During the past few decades, there has been an increased concern over the presence of radon in the home. Unlike most threats, the only way to detect radon gas is through testing. It is considered highly dangerous by the Environmental Protection Agency (EPA) and may be either inhaled or (in some cases) ingested. But how do you test for radon, what are the risks involved, and can you eliminate it from your home?

What is Radon?

Radon is an odorless, colorless gas which is nine times heavier than air. Produced by the natural decay of uranium found in trace amounts within soil and rocks, it highly radioactive, producing the same deadly alpha radiation as plutonium. This dangerous gas may be found in homes, businesses, and schools around the world. It should be noted that one in every 15 homes has elevated radon levels, making this a common risk.

What Are the Health Risks?

Radon is the second leading cause of lung cancer deaths in non-smokers. Approximately 21,000 lung cancer deaths per year may be attributed to radon, of which 2,900 are non-smokers. Compare this to second-hand smoke, the third leading cause of lung cancer in general, which kills approximately 3,000 non-smokers per year. The risks are higher for children, as they have a higher respiratory rate than adults.

How Does Radon Get in My Home?

Illustration Showing Radon Entering the Home
© Francesco Scatena / Fotolia

Despite being heavier than air, radon is still lighter than the ground which produces it. Over time it seeps to the surface, where it may seep into your home through numerous small openings:

  • construction joints
  • cracks in walls or solid floors
  • wall cavities
  • any gaps where service pipes enter the home
  • gaps found in suspended floors

Radon has also been known to contaminate groundwater, and in some circumstances, enter the home through water supplies such as wells. Finally, in very rare circumstances, the building materials themselves can give off elevated levels of radon.

Real Estate Concerns

When preparing to purchase or rent a home, you can request information on radon levels, just as you would termite testing or other concerns. In the event you plan to sell or lease your home, it is thus advisable to test ahead of time and have a copy of the results available.

Radon Testing Options

While you can’t detect the presence of radon through sight, smell, or taste; a simple test kit or hiring a professional can reveal a problem quickly. These tests determine the quantity of radon in the air by measuring via one of two systems.

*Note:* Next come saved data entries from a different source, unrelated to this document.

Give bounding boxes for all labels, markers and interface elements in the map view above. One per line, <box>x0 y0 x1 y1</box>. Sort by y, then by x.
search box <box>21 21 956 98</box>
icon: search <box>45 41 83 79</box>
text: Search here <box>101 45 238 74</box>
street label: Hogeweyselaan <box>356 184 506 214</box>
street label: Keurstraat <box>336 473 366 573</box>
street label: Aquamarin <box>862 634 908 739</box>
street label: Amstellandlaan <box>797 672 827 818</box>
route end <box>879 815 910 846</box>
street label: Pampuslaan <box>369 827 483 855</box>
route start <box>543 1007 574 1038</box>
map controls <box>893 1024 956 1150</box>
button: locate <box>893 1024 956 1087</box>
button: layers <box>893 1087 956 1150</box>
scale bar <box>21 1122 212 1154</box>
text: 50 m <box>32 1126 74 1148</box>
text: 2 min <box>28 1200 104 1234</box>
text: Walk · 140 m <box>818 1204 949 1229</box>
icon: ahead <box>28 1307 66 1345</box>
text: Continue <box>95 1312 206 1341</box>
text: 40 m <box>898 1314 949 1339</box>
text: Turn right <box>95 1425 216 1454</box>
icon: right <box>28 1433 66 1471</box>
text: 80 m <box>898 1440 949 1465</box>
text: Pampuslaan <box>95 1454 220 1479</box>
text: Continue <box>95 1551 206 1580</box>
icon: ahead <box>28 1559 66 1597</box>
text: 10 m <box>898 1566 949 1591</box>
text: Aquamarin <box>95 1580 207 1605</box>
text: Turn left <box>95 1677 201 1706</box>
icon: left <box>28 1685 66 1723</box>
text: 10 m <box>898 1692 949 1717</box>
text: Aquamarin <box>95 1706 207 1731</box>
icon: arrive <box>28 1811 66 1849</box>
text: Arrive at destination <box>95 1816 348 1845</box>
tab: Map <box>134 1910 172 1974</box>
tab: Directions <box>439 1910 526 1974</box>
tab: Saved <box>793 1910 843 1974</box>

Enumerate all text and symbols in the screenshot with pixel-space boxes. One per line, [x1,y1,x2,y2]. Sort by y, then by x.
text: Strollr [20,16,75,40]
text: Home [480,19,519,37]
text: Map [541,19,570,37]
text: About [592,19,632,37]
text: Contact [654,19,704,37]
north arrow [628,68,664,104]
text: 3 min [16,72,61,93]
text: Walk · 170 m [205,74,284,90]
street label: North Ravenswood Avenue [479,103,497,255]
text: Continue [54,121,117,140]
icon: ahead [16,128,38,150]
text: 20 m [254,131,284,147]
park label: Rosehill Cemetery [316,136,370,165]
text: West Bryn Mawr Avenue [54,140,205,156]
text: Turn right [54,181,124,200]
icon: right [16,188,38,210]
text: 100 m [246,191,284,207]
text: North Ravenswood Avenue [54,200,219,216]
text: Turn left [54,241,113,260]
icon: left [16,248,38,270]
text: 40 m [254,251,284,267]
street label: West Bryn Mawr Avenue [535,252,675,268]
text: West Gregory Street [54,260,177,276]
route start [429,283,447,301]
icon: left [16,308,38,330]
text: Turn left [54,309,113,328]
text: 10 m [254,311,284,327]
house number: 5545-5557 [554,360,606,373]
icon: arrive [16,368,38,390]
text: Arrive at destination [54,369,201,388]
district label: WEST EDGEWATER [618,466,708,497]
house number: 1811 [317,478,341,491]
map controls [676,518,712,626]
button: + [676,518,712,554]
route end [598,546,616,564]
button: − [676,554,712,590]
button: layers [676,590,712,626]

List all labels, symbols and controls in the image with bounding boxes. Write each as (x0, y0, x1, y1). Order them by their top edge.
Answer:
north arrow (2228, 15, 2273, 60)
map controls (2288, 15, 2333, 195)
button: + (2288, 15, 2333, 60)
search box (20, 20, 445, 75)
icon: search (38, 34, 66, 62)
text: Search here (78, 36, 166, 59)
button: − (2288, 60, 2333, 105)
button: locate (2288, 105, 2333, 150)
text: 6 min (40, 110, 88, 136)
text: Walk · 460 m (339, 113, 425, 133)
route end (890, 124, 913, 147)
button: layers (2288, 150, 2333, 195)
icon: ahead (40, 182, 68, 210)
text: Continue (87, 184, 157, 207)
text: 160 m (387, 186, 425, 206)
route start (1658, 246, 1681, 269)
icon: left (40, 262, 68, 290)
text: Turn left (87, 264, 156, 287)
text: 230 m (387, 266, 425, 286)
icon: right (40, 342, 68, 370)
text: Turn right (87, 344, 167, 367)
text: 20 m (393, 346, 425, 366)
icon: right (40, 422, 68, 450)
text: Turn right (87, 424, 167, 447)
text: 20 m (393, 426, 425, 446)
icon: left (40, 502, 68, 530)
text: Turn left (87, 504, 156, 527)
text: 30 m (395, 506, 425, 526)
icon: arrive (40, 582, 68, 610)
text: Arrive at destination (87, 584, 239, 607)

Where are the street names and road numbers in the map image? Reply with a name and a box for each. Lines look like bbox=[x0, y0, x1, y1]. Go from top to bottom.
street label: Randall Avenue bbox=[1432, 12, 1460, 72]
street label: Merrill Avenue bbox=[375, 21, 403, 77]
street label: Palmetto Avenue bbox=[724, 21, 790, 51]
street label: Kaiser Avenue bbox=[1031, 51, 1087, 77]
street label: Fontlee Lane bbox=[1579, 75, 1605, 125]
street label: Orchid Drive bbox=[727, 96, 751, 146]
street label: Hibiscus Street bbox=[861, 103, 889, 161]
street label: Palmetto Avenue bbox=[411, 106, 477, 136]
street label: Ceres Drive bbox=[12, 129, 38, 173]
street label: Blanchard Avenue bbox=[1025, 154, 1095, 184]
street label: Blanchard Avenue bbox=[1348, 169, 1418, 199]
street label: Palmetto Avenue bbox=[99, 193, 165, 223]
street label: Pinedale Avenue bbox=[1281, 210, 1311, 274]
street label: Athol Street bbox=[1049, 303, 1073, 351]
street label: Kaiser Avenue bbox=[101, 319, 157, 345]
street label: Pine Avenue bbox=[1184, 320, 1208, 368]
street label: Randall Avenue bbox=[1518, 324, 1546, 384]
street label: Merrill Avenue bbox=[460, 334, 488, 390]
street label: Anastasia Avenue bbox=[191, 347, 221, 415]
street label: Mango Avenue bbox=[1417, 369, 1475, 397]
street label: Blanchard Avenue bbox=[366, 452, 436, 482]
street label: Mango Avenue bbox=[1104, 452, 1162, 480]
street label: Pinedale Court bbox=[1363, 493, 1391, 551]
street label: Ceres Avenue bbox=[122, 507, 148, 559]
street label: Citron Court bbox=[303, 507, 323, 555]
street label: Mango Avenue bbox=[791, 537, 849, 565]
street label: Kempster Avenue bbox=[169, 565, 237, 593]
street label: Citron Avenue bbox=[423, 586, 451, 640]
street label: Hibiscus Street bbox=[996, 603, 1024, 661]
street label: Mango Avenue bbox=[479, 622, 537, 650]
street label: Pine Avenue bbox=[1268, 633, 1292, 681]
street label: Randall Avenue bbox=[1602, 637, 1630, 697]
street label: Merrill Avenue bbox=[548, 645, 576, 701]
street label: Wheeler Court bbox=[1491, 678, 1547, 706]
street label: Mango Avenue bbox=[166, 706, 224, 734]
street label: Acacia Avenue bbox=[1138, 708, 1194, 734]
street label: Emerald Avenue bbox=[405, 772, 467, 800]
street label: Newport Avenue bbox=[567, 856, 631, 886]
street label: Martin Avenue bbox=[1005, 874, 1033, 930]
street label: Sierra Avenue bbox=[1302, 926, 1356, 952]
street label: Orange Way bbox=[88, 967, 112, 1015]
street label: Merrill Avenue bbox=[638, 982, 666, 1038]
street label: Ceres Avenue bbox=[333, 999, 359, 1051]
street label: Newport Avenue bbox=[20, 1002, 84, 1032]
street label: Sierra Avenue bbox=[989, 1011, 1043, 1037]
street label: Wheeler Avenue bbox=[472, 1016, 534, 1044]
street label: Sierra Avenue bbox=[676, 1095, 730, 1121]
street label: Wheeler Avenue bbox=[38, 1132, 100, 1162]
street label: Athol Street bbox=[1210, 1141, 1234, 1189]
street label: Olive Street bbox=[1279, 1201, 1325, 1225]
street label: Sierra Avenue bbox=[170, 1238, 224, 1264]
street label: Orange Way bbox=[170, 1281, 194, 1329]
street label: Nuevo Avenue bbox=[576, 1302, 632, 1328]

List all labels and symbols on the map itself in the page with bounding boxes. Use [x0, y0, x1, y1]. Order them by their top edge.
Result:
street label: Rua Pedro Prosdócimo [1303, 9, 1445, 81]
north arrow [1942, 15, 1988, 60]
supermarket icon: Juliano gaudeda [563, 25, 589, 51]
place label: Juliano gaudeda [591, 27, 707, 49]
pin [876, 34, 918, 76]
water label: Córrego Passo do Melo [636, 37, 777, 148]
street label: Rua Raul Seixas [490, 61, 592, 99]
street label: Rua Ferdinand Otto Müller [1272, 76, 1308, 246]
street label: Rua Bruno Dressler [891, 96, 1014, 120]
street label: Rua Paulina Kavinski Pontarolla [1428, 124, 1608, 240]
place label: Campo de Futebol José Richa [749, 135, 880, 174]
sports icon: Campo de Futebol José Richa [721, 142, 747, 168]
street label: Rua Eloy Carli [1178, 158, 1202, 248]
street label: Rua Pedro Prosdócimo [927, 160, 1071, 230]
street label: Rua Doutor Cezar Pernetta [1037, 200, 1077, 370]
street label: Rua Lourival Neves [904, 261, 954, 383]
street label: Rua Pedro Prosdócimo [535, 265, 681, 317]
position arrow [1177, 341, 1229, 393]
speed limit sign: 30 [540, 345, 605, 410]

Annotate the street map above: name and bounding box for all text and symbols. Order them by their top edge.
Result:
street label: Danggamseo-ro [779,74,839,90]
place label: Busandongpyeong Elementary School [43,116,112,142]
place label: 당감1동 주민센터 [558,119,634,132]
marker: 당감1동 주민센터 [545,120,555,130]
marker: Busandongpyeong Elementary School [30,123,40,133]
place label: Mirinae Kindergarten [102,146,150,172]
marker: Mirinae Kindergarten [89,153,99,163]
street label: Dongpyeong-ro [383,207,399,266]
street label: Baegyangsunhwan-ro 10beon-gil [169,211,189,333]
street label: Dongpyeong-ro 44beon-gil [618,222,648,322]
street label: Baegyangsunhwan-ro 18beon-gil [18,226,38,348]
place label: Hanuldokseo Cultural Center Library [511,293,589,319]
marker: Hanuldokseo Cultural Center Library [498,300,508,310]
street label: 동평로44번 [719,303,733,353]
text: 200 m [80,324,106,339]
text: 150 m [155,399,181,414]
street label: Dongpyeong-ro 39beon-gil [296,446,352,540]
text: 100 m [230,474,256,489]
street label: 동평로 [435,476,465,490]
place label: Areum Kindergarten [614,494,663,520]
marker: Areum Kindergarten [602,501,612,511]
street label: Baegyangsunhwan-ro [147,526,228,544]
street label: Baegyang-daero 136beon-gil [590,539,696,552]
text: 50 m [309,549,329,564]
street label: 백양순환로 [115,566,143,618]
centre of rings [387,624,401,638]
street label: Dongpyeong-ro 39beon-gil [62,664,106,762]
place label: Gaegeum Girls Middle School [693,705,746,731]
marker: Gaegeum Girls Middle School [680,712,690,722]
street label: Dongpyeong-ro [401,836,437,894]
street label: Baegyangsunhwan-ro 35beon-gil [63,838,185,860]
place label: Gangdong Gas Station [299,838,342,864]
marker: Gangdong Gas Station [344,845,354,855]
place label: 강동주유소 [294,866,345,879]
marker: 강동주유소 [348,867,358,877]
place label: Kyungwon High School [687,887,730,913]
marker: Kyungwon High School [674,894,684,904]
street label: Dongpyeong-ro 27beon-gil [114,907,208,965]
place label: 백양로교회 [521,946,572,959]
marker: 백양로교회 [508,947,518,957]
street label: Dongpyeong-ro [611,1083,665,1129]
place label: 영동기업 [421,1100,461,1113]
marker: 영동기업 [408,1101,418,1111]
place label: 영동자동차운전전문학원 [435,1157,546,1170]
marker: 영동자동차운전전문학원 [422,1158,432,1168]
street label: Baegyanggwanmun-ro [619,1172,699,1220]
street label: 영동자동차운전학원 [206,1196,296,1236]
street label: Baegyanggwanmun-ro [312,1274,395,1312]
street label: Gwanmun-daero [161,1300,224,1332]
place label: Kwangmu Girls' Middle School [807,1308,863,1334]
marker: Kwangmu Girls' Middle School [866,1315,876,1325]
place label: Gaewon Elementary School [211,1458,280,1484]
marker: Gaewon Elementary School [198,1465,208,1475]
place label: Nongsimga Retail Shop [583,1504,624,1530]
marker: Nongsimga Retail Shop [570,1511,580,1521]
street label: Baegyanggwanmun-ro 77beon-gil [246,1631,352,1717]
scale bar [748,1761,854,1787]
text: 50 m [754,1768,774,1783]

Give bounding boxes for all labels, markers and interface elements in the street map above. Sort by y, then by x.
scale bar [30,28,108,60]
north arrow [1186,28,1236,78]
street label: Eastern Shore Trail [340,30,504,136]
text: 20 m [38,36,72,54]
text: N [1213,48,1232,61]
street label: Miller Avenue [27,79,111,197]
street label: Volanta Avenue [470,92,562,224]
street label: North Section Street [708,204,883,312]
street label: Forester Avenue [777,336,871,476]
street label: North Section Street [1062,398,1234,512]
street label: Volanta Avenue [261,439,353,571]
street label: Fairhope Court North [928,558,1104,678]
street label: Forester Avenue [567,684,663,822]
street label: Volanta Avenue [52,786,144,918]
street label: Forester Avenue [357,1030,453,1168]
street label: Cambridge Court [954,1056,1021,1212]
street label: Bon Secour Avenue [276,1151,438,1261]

pCi/L, or picoCuries per liter, is most common in the US, while the metric measurement is in Bequerels per cubic meter (Bq/m^3). One Bq/m^3 is equal to 1/37 of a pCi/L. When testing, be sure to note which form of measurement is being used.

Due to radon being heavier than air, the lower floors of your home generally have higher concentrations than the upper floors. Radon also tends to appear in higher levels during the winter when windows are shut, reducing the amount of ventilation. Additionally, as hot air rises and escapes through your roof, the cooler air is pulled upwards, which can bring additional radon from beneath your basement.

Short-Term Tests

The quickest way to check for radon is a short-term test. These take between two and 90 days depending on the detector you choose, but are less accurate than long-term tests. Using two short-term tests in a row can help estimate you average year-long levels when you are under time constraints. The most common detectors are:

  • Alpha Track
  • Charcoal canisters
  • Charcoal liquid scintillation
  • Continuous monitors
  • Electret ion chamber

Long-Term Tests

Any testing device which remains in your home for more than 90 days is considered a long-term test. Because they monitor the air for longer periods of time, they give a more accurate estimate for your year-long average radon levels. Alpha Track and Electret are both commonly used for long-term testing.

Hiring a Qualified Professional

16 states currently require professionals to have some form of registration or certification before they may perform radon testing. All radon credentials relating to the EPA became invalid when their Radon Proficiency Program (RPP) was discontinued in 1998 and should not be considered proof of qualification. You should check to find out what requirements, if any, your state has in place before hiring a professional tester. In addition, there are two privately-maintained national certification programs which maintain directories of qualified radon professionals:

How to Use Test Kits

As a general rule, you may simply follow the instructions on your test kit. However, there are some additional steps which can help improve the accuracy of short-term tests. A method using both types of test has been developed by the EPA as an efficient way to catch high radon levels.


Because short-term tests cannot accurately predict the year-long fluctuations of radon in your home, a little preparation is advisable.

  1. Check the weather. A two to three day test should not be run if you are expecting a severe storm or unusually high winds.
  2. Close all outer doors and windows at least 12 hours prior to testing for two to three day tests. Keep them closed as much as possible during any short-term testing.
  3. Shut down any ventilation units that move air inside or outside. Exceptions are small exhaust fans that run for only short periods, fan components of a radon-reduction system, and HVAC units which re-circulate air.
  4. Choose a location on the lowest floor of your home which receives regular use. Furthermore, the room you place the test in should also be heavily used, although kitchens or bathrooms are poor choices.
  5. Pick a spot in the room which is at least 20 inches above the floor and away from drafts, external walls, heat, and humidity to avoid inaccurate readings.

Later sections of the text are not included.